Sunny House is a new family home located on the undulating terrain of Brisbane’s northern suburbs. The site’s south facing slope offered panoramic views over the street, while the rear yard’s northern orientation was ideal for outdoor occupation. Our response to the site was to preserve a large part for landscape and outdoor activity, offering meaningful benefits to the resident family. This was achieved by using a compact building mass, organising functionality and materials as a vertical stack.

A four-metre site fall suggested a heavyweight base anchored to the ground, tucking car accommodation into the slope. Clinker brick walls emphasise mass, and extend out from the house into the landscape. The middle level contains shared spaces, emphasising connectivity to the rear landscape, and towards the panoramic view at the front. This suggested an open centre cleaving a gap between the brick base and a lightweight top-level spanning above. In contrast with the base, the upper façade emphasises lightness by acting like a three-sided wrapper around the interior, leaving the fourth side to reveal dark inner surfaces.
Sunny House is situated between a group of dull contemporary houses to the east, and on the west a well-designed English Revival house - a style favoured in affluent suburbs of the 1930s. Our design demonstrates what we value in this context through the selective reinterpretation of elements from the English Revival neighbour. The mottled terracotta and brick seen there encouraged the development our own custom brick blend, exploring our interest in the natural irregularity that bricks can possess. Like the neighbouring house, white painted upper walls make a crisp contrast against the earthy tones.
The geometric language of our design takes cues from several elements of the neighbouring dwelling. A stepping brick gable at its street façade has been reinterpreted in an entry wall with a descending stepped edge. The neighbour’s arched entry has been extrapolated on our site to create a new version of the suburban arched garage, with the circular geometry reappearing both externally and internally in detail elements. A subtle but unique element in the neighbouring house was the interwar ‘catslide roof’ at the entry, where a steep straight edge shallows out to a curve. This provided a clue to how our upper façade could reconcile the unconventional section of the interior it conceals. The result is that Sunny House and its English Revival neighbour both exhibit strong individual identities, but these are strengthened by a civic interplay.
While the building’s exterior has a bold presence in the streetscape, our design process places importance on choreographing a sequence of human scaled experiences, starting at the street interface and continuing through the house and site. Cut-brick house numbers and a custom letterbox mark the site entry, leading past patterned garage doors to brick landscape walls that frame a pond and offer places for sitting.

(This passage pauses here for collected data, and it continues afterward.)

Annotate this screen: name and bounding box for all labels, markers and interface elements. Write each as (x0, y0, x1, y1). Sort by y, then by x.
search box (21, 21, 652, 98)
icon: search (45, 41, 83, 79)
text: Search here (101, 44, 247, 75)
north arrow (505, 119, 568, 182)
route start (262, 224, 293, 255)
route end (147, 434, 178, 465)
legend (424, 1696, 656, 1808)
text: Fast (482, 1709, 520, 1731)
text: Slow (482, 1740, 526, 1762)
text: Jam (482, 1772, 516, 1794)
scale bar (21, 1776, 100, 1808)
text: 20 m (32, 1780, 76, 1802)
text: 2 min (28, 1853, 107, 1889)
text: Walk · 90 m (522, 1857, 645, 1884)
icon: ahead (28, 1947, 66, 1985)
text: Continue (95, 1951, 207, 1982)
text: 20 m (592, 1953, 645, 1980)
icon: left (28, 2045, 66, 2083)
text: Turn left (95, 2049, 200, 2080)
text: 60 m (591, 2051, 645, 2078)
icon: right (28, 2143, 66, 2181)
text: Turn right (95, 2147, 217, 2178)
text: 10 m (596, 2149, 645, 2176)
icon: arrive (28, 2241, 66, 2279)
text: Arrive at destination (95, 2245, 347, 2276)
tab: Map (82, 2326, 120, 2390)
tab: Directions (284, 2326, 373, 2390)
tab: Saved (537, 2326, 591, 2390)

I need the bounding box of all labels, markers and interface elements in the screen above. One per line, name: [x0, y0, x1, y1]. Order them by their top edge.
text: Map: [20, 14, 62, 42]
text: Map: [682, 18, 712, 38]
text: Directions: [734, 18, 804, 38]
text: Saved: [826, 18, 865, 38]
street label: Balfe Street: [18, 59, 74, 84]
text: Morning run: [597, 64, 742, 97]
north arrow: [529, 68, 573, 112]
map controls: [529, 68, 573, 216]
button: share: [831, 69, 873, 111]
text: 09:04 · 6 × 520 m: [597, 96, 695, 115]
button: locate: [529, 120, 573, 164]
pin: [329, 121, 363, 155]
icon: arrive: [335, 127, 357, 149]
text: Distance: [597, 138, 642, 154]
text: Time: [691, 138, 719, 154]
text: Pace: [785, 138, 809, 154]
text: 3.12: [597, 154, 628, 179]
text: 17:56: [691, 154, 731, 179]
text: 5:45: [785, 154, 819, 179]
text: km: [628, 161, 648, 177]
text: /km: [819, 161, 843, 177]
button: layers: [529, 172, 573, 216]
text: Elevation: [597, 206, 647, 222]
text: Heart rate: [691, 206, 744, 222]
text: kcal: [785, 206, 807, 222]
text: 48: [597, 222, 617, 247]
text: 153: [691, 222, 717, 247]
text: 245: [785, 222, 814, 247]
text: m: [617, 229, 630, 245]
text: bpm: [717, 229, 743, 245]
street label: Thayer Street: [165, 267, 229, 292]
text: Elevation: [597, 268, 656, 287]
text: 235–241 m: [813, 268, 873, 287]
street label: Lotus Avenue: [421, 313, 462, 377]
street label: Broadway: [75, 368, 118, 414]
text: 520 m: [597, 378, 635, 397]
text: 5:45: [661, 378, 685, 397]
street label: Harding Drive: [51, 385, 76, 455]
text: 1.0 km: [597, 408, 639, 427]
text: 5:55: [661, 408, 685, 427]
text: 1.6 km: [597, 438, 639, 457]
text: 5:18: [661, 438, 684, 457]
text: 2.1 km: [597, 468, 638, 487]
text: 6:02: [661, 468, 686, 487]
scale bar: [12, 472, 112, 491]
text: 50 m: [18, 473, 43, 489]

A yellow alcove marks the entry into the house interior, followed by a dark coloured stairwell that starts the slow reveal of the view to the city. Reaching the middle communal level, the scale expands and tone lightens, and after passing a filtering screen, the dramatic outlook is fully revealed from the centre of the space. Movement through the building reveals a considered set of contrasting characteristics, contributing towards ensuring the experience is not dominated by the outlook towards the city. Constructed elements are thought of as a frame for complimenting it, drawing the view through the house towards the back of the site.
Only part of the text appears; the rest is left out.